All in all, these studies have illustrated the necessity of using hybrid models for precise forecasting of long-term rainfall. However, despite their complicated structures, these models are of higher accuracy than standalone models in most cases. Accordingly, there is an ongoing effort to increase their modeling accuracy and reduce their complexity. Ridwan et al. (2021) compared Bayesian linear regression (BLR), boosted decision tree regression (BDTR), decision forest regression (DFR), and neural network regression (NNR) in terms of rainfall prediction accuracy in Malaysia. They found that monthly dataset facilitated higher prediction accuracy than daily and weekly datasets and revealed that BDTR model had favorable performance in most cases.

In recent years, advanced ML models in combination with sequential minimal optimization (SMO) have successfully been applied for regression and classification purposes in different fields of science. For example, Hashmi et al. (2015) compared model tree with SMO in terms of predicting the minimum surface roughness value and indicated the high predictive power of both algorithms. Gao et al. (2019) successfully employed SMO algorithm for designing energy-efficient residential buildings.

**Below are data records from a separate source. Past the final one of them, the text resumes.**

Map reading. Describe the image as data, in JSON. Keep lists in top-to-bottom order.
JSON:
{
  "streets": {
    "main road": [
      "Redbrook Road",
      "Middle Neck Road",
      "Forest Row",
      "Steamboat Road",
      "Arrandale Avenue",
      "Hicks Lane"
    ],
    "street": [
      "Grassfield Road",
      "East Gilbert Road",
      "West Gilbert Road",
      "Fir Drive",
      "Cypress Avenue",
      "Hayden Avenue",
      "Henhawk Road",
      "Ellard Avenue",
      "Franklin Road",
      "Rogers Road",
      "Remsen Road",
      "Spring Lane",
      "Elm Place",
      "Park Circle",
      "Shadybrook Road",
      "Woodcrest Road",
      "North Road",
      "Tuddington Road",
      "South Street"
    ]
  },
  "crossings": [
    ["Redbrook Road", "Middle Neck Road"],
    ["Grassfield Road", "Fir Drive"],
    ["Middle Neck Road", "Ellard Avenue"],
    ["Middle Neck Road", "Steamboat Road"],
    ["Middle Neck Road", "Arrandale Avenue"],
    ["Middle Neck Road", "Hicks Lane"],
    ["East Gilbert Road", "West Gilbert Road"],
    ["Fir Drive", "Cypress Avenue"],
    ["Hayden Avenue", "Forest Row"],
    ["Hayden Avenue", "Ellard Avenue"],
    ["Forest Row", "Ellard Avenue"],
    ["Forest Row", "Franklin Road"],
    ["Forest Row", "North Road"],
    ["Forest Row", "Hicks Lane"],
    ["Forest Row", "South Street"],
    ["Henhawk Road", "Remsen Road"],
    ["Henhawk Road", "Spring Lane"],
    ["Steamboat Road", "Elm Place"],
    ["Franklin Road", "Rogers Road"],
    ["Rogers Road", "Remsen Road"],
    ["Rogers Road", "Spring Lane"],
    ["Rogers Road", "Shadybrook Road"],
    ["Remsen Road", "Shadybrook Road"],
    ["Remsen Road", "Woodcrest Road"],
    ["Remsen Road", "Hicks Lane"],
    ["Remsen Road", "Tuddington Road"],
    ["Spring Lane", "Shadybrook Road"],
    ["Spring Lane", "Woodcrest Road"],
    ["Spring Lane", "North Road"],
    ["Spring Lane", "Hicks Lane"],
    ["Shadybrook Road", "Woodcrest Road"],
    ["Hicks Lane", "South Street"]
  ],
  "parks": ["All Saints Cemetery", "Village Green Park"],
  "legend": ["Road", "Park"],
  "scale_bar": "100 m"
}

In this paper, standalone SMO algorithms as well as three new hybrid models developed through effective integration of additive regression (AR), Dagging (DA), and random committee (RC) algorithms (i.e., AR-SMO, DA-SMO, and RC-SMO) are presented for rainfall prediction. As stated in the literature review, although there are many applicable models for rainfall prediction, most of them are classified as traditional with high uncertainty in performance. In the present study, authors tried to boost the accuracy of new ML models through hybridization and apply them to rainfall prediction. In addition, they intend to explore what types of input variable among hydrometeorological data are effective in rainfall prediction and what input scenario has the highest flexibility. To the best of our knowledge, this is the first time that these types of hybrid algorithms have been applied to hydrology, especially for rainfall prediction. Other new aspects of the current study are: (a) investigating the effectiveness of each input variable (about 7 input variables) in the result, and (b) finding an appropriate input scenario.

Case study

Kermanshah synoptic station with an elevation of 1318 m at latitude of 34° 21' N and a longitude of 47° 9' E in Kermanshah province, west of Iran (Fig. 1), was considered as our case study. The mean annual rainfall of 450 mm was recorded by this station located in a mountainous area, and the corresponding long-term hydrometeorological information was achieved. The wind that blows from the west and carries humidity from the Mediterranean and Atlantic Oceans is the main source of rainfalls and snow-falls during spring and winter, respectively, while the wind blowing in the summer is hot.

Fig. 1
figure 1

The location of the Kermanshah synoptic station

Methodology

The methodological framework of the current study is presented in Fig. 2.

Fig. 2
figure 2

A basic flow chart of the current study

Dataset collection

Thirty-year monthly data from January 1988 to December 2018 including evaporation (Eva), maximum relative humidity (MARH), minimum relative humidity (MIRH), maximum temperature (MAT), minimum temperature (MIT), sunshine hours (SSH), wind speed (WS), and rainfall were recorded from Kermanshah synoptic station by Kermanshah Regional Water Authority. Rainfall was determined as the target variable, while the remaining variables were incorporated into the model for estimating the rainfall. The whole data were divided into three groups: 70% of the data from January 1988 to December 2008 used for model building; 15% from January 2009 to December 2010 for model calibration; and the remaining 15% from January 2011 to December 2018 for model validation. Statistical analysis of the development, calibration, and validation datasets is given in Table 1.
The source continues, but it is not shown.